Pulsão segundo Lacan: A Força Interna que Direciona o Comportamento do Sujeito

A teoria psicanalítica desenvolvida por Jacques Lacan atravessa campos complexos da experiência humana, buscando dar conta do que move o sujeito, não apenas no sentido consciente, mas sobretudo naquilo que se encontra nas profundezas do inconsciente. Entre os diversos conceitos fundamentais que Lacan revisita e reformula a partir da obra de Sigmund Freud, a noção de pulsão adquire um papel central. A pulsão, mais do que uma simples expressão do instinto biológico, torna-se, na leitura lacaniana, um conceito que se articula entre a linguagem, o desejo e o gozo.
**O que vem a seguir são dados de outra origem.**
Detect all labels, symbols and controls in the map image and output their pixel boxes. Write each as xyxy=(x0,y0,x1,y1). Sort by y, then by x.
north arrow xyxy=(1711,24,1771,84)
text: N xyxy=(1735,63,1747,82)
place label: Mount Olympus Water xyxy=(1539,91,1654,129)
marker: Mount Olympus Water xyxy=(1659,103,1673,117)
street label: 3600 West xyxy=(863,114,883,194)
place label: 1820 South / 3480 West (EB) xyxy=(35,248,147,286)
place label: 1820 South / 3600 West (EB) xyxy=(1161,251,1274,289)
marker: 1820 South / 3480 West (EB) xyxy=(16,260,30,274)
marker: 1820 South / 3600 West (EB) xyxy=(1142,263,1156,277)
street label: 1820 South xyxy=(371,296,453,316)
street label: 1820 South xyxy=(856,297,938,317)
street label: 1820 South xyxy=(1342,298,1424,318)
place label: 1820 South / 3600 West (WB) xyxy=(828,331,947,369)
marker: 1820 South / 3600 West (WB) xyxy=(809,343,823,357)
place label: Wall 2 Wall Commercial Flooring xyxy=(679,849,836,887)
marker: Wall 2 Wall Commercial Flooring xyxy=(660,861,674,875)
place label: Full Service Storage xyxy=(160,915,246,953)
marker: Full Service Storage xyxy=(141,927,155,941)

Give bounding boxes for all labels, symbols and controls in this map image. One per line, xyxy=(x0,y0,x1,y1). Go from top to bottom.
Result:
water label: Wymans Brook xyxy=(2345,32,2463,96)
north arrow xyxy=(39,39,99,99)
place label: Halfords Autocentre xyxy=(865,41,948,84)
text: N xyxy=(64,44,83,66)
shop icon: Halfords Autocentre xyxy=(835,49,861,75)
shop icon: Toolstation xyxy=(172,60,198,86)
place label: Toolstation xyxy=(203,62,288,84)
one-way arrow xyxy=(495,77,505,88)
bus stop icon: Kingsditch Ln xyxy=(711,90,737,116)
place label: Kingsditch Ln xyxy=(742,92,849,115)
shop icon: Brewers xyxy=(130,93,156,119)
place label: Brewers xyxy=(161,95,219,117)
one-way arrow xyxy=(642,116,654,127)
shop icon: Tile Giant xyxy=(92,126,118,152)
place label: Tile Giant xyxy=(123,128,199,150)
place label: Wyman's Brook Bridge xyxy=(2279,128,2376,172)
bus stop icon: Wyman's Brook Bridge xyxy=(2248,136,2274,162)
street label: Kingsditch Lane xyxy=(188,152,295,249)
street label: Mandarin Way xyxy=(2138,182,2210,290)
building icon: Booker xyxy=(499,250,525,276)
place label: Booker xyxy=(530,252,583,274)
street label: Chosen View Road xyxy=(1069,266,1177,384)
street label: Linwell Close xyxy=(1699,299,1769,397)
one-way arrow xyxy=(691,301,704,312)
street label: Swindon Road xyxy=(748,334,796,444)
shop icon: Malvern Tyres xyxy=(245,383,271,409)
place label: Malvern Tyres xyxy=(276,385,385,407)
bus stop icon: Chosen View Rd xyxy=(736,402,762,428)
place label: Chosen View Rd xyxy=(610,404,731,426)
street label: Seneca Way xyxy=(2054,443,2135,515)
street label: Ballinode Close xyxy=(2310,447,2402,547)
Neste texto, exploraremos em profundidade o conceito de pulsão segundo Lacan, compreendendo como essa força interna direciona o comportamento do sujeito e o estrutura enquanto ser desejante e falante. Para tanto, abordaremos a evolução do conceito a partir de Freud, sua diferenciação de termos como necessidade e desejo, bem como a relação da pulsão com o corpo, o objeto a e o gozo. Em cada seção, traremos uma discussão que não só esclarece a teoria, mas também permite pensar a aplicação desse conceito na clínica psicanalítica.

1. Introdução ao Conceito de Pulsão

Para compreendermos a pulsão na obra de Lacan, é necessário retornar à origem freudiana do termo. Em Freud, a pulsão (Trieb) surge como uma força que opera na interseção entre o corpo e o psiquismo. É uma espécie de demanda interna, que tem como objetivo o retorno a um estado anterior de equilíbrio, o que Freud descreve como a “satisfação pulsional”. A pulsão freudiana possui uma característica dual: de um lado, existem as pulsões de vida (Eros), que estão voltadas para a conservação da vida e para a união; de outro, as pulsões de morte (Thanatos), que têm um impulso destrutivo e regressivo.

Lacan, no entanto, subverte essa noção, retirando a pulsão de sua raiz biológica e colocando-a em uma estrutura simbólica. Para ele, a pulsão está profundamente enredada na linguagem e no desejo, sendo uma força que se manifesta através do significante. A pulsão não busca uma satisfação total, como poderia sugerir a leitura freudiana, mas se perpetua na repetição de sua própria falta, sempre em busca do “objeto perdido” que nunca é plenamente alcançado. Nesse sentido, a pulsão para Lacan não é instintual, mas é aquilo que resta como um resíduo da entrada do sujeito no campo da linguagem.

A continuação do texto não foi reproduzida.